Mr. Osborne was just on the point of knocking down a gentleman in top-boots, who proposed to take advantage of this invitation, and a commotion seemed to be inevitable, when by the greatest good luck a gentleman of the name of Dobbin, who had been walking about the gardens, stepped up to the box. "Be off, you fools!" said this gentleman—shouldering off a great number of the crowd, who vanished presently before his c****d hat and fierce appearance—and he entered the box in a most agitated state.
"Good Heavens! Dobbin, where have you been?" Osborne said, seizing the white cashmere shawl from his friend's arm, and huddling up Amelia in it.—"Make yourself useful, and take charge of Jos here, whilst I take the ladies to the carriage."
Jos was for rising to interfere—but a single push from Osborne's finger sent him puffing back into his seat again, and the lieutenant was enabled to remove the ladies in safety. Jos kissed his hand to them as they retreated, and hiccupped out "Bless you! Bless you!" Then, seizing Captain Dobbin's hand, and weeping in the most pitiful way, he confided to that gentleman the secret of his loves. He adored that girl who had just gone out; he had broken her heart, he knew he had, by his conduct; he would marry her next morning at St. George's, Hanover Square; he'd knock up the Archbishop of Canterbury at Lambeth: he would, by Jove! and have him in readiness; and, acting on this hint, Captain Dobbin shrewdly induced him to leave the gardens and hasten to Lambeth Palace, and, when once out of the gates, easily conveyed Mr. Jos Sedley into a hackney-coach, which deposited him safely at his lodgings.
George Osborne conducted the girls home in safety: and when the door was closed upon them, and as he walked across Russell Square, laughed so as to astonish the watchman. Amelia looked very ruefully at her friend, as they went up stairs, and kissed her, and went to bed without any more talking.
"He must propose to-morrow," thought Rebecca. "He called me his soul's darling, four times; he squeezed my hand in Amelia's presence. He must propose to-morrow." And so thought Amelia, too. And I dare say she thought of the dress she was to wear as bridesmaid, and of the presents which she should make to her nice little sister-in-law, and of a subsequent ceremony in which she herself might play a principal part, &c., and &c., and &c., and &c.

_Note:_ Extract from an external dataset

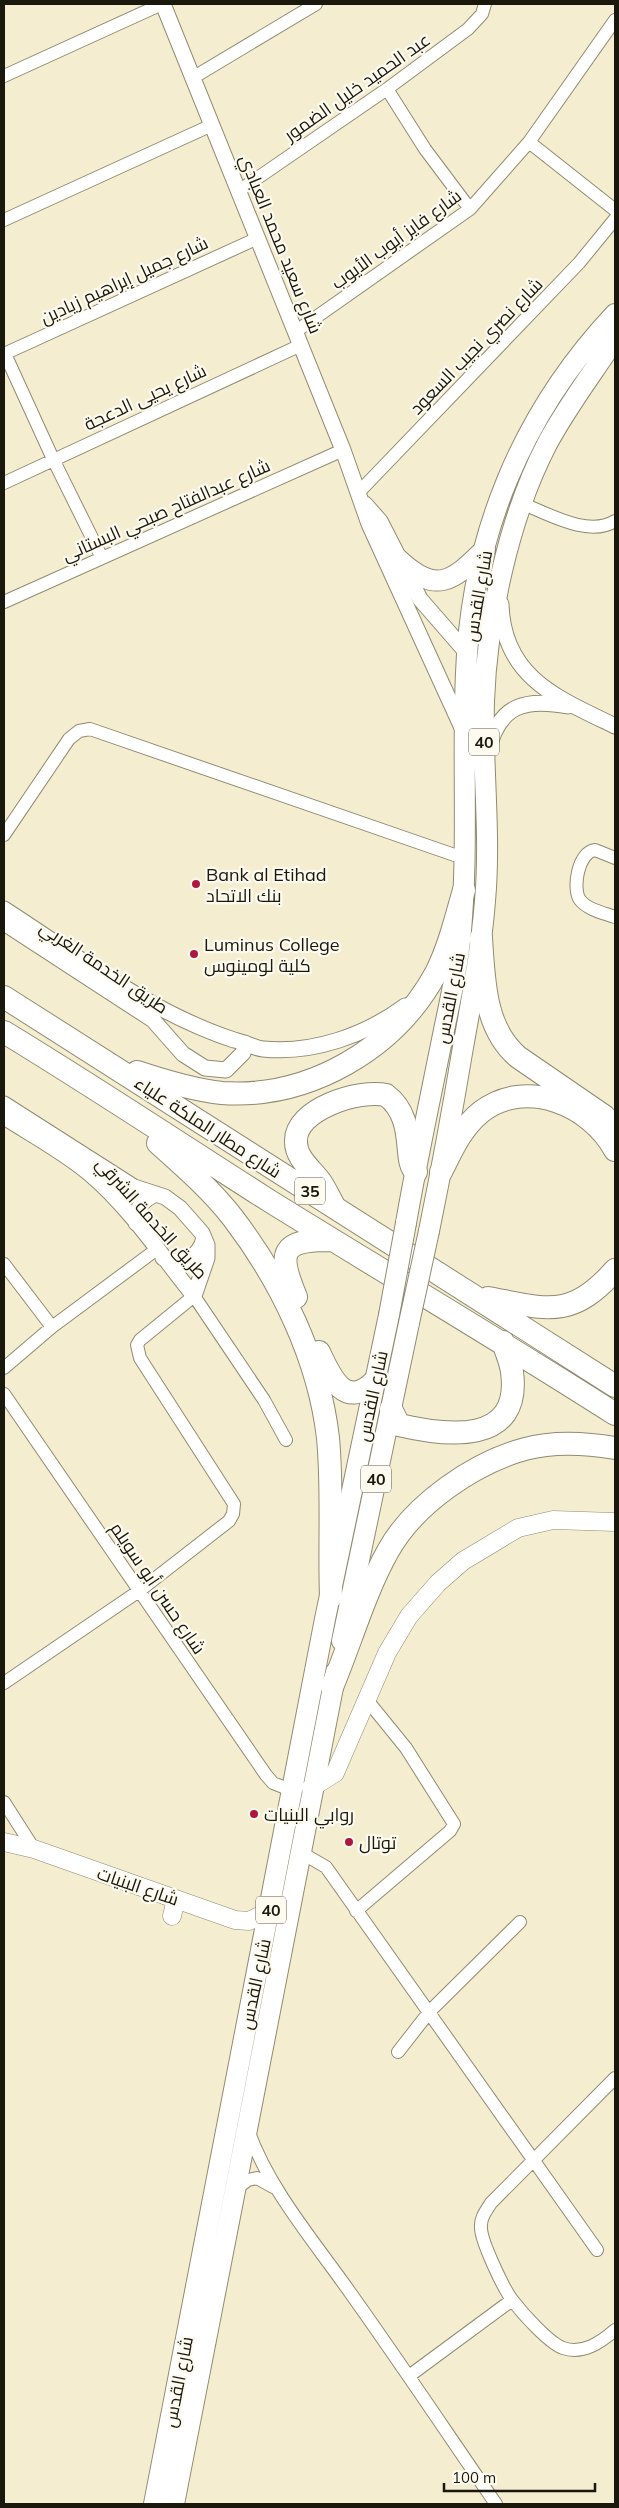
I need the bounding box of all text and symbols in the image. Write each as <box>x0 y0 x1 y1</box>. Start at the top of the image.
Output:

Oh, ignorant young creatures! How little do you know the effect of rack punch! What is the rack in the punch, at night, to the rack in the head of a morning? To this truth I can vouch as a man; there is no headache in the world like that caused by Vauxhall punch. Through the lapse of twenty years, I can remember the consequence of two glasses! two wine-glasses! but two, upon the honour of a gentleman; and Joseph Sedley, who had a liver complaint, had swallowed at least a quart of the abominable mixture.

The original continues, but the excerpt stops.